Goal of the exercise
From the line that contains "2 * Math.PI);" to the last line of the records below, retype each line exactly; leave out everything else.

Materials provided
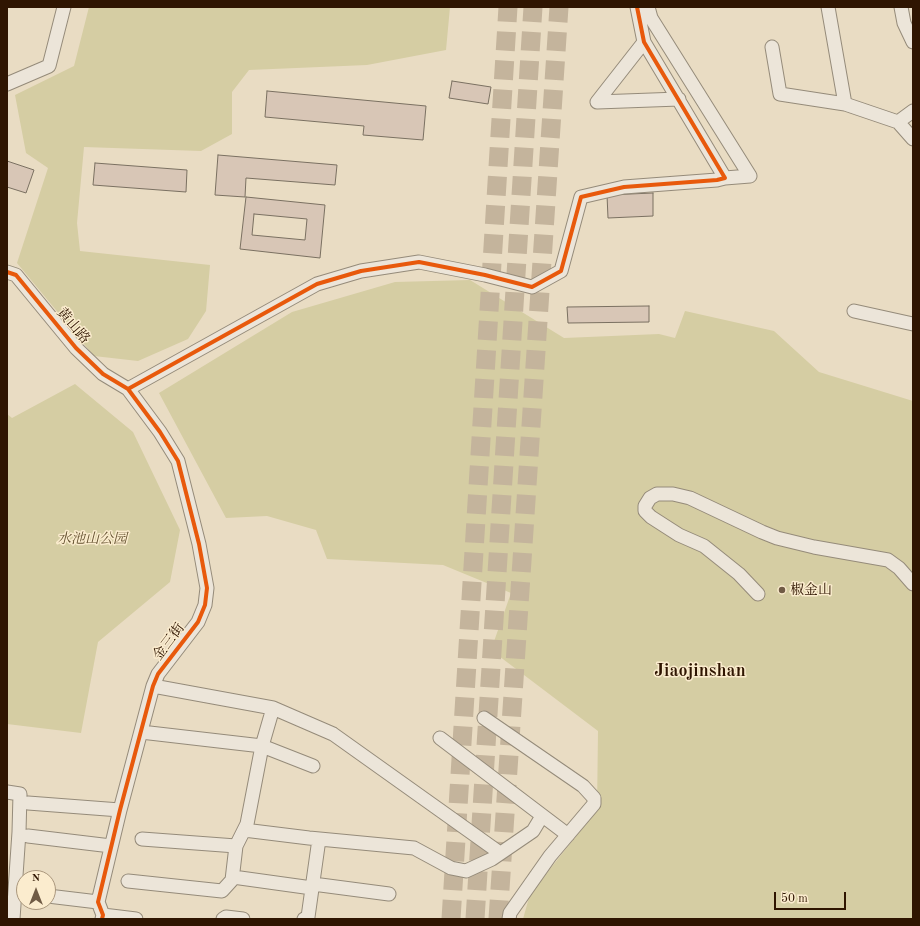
<!DOCTYPE html>
<meta charset="utf-8">
<style>
body{margin:0}
#map{position:relative;width:920px;height:926px;overflow:hidden;background:#e9dcc3;font-family:"Old Standard TT",serif}
canvas{display:block}
.frame{position:absolute;inset:0;border:8px solid #2f1501;pointer-events:none}
.north{position:absolute;left:16px;top:870px;width:40px;height:40px;box-sizing:border-box;background:#fbecce;border:1px solid #a9967c;border-radius:50%;rotate:0deg;font-size:11px;font-weight:700;line-height:16px;text-align:center;color:#2f1501}
.north::after{content:'';display:block;margin:auto;width:14px;height:18px;background:#705b45;clip-path:polygon(50% 0,100% 100%,50% 72%,0 100%)}
.scale{position:absolute;left:774px;top:892px;width:72px;height:18px;box-sizing:border-box;border:2px solid #2f1501;border-top:0;padding-left:5px;font-size:12px;line-height:14px;white-space:nowrap;color:#2f1501;-webkit-text-stroke:3px #fbecce;paint-order:stroke}
</style>
<div id="map">
<canvas width="920" height="926"></canvas>
<div class="frame"></div>
<div class="north">N</div>
<div class="scale">50 m</div>
</div>
<script>
const c = document.querySelector('canvas').getContext('2d');
c.lineJoin = 'round';
function fillPath(path, color) { c.fillStyle = color; c.fill(path, 'evenodd'); }
const poly = rows => new Path2D(rows.map(r => 'M' + r).join(''));
function trace(path, color, width, dash) { c.strokeStyle = color; c.lineWidth = width; c.lineCap = dash ? 'butt' : 'round'; c.setLineDash(dash || []); c.stroke(path); }
function drawText(font, color, halo, rows, align = 'center') {
  c.font = font + ' "Old Standard TT","Noto Serif SC",serif'; c.lineWidth = 3; c.setLineDash([]); c.textBaseline = 'middle'; c.strokeStyle = halo; c.fillStyle = color; for (const [text, x, y, turn = 0] of rows) {
    c.save(); c.translate(x, y); c.rotate((+turn || 0) * Math.PI / 180); c.textAlign = isNaN(turn) ? turn : align; if (halo) c.strokeText(text, 0, 0); c.fillText(text, 0, 0); c.restore();
  }
}
fillPath(poly([
 [89,7,450,7,446,50,367,65,249,70,232,92,232,134,201,151,84,147,77,223,80,251,210,265,206,311,188,339,138,361,94,356,17,263,48,168,26,153,15,95,74,66],
 [470,280,564,338,659,334,675,338,685,311,774,331,819,372,913,401,913,919,523,919,530,894,597,810,598,731,491,650,511,593,443,565,327,559,316,530,267,516,226,518,159,393,292,312,395,282],
 [75,384,133,432,180,530,170,582,98,642,81,733,7,724,7,414,12,418]
]), '#d5cda3');
const building = poly([
 [452,81,491,87,488,104,449,98,452,81],
 [267,91,426,106,423,140,363,135,364,126,265,117,267,91],
 [218,155,337,165,335,185,246,178,245,197,215,195,218,155],
 [7,161,34,170,26,193,7,187,7,161],
 [95,163,187,170,186,192,93,185,95,163],
 [653,193,653,216,608,218,607,195,653,193],
 [246,197,325,205,320,258,240,249,246,197],
 [254,214,307,219,305,240,252,235,254,214],
 [649,306,649,322,568,323,567,307,649,306]
]);
fillPath(building, '#d8c6b6');
trace(building, '#7a7061', 1);
trace(poly([
 [451,919,508,7],
 [475,919,533,7],
 [498,919,559,7]
]), '#c4b49c', 19, [19, 10]);
const minor = poly([
 [648,7,651,18,750,176,725,178],
 [828,7,845,104],
 [901,7,904,23,913,42],
 [644,42,597,102,679,99],
 [772,47,780,94,845,104,898,122,913,139],
 [7,84,49,66,64,7],
 [898,122,913,111],
 [7,272,16,275,76,348,103,374,128,389,160,432,178,461,199,544,207,588,205,605,198,622,158,674,153,686,120,810,98,902,103,915,102,919],
 [854,311,913,324],
 [128,389,317,284,361,271,419,262,485,275,532,287,561,271,581,197,624,187,717,180,725,178,644,42,637,7],
 [758,594,739,574,704,546,679,535,651,517,645,511,645,506,650,498,657,494,673,494,690,498,762,532,777,538,814,547,888,560,899,568,913,584],
 [153,686,273,708,333,734,500,853],
 [484,718,583,786,594,798,594,804,550,856,510,913,509,919],
 [141,732,262,746,313,766],
 [440,738,568,835],
 [7,792,20,794,19,832,13,919],
 [28,803,120,810],
 [244,830,309,838,414,848,451,868,466,871,492,859,533,831,542,816],
 [28,836,111,846],
 [142,839,236,846],
 [233,877,312,888],
 [128,881,222,891,232,880,236,846,247,824,262,746,273,708],
 [313,884,389,894],
 [48,896,98,902],
 [103,915,136,919],
 [223,919,226,917,243,919],
 [304,919,308,917,319,839]
]);
trace(minor, '#958b7a', 15);
trace(minor, '#ece5d9', 13);
trace(poly([
 [7,272,16,275,76,348,103,374,128,389,160,432,178,461,199,544,207,588,205,605,198,622,158,674,153,686,120,810,98,902,103,915,102,919],
 [128,389,317,284,361,271,419,262,485,275,532,287,561,271,581,197,624,187,717,180,725,178,644,42,637,7]
]), '#e8590c', 4);
for (const [x, y, r, color] of [
 [782,590,4,"#705b45"]
]) { const dot = new Path2D(); dot.arc(x, y, r, 0, 2 * Math.PI); c.fillStyle = color; c.fill(dot); trace(dot, '#fbecce', 1.5); }
drawText('14px', '#2f1501', '#fbecce', [
 ["黄山路",73,326,49],
 ["金三街",169,642,-53]
]);
drawText('italic 14px', '#645130', '#fbecce', [
 ["水池山公园",92,539]
]);
drawText('14px', '#2f1501', '#fbecce', [
 ["椒金山",790,590]
], 'left');
drawText('bold 18px', '#2f1501', '#fbecce', [
 ["Jiaojinshan",700,671]
]);
</script>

Result of this task
]) { const dot = new Path2D(); dot.arc(x, y, r, 0, 2 * Math.PI); c.fillStyle = color; c.fill(dot); trace(dot, '#fbecce', 1.5); }
drawText('14px', '#2f1501', '#fbecce', [
 ["黄山路",73,326,49],
 ["金三街",169,642,-53]
]);
drawText('italic 14px', '#645130', '#fbecce', [
 ["水池山公园",92,539]
]);
drawText('14px', '#2f1501', '#fbecce', [
 ["椒金山",790,590]
], 'left');
drawText('bold 18px', '#2f1501', '#fbecce', [
 ["Jiaojinshan",700,671]
]);
</script>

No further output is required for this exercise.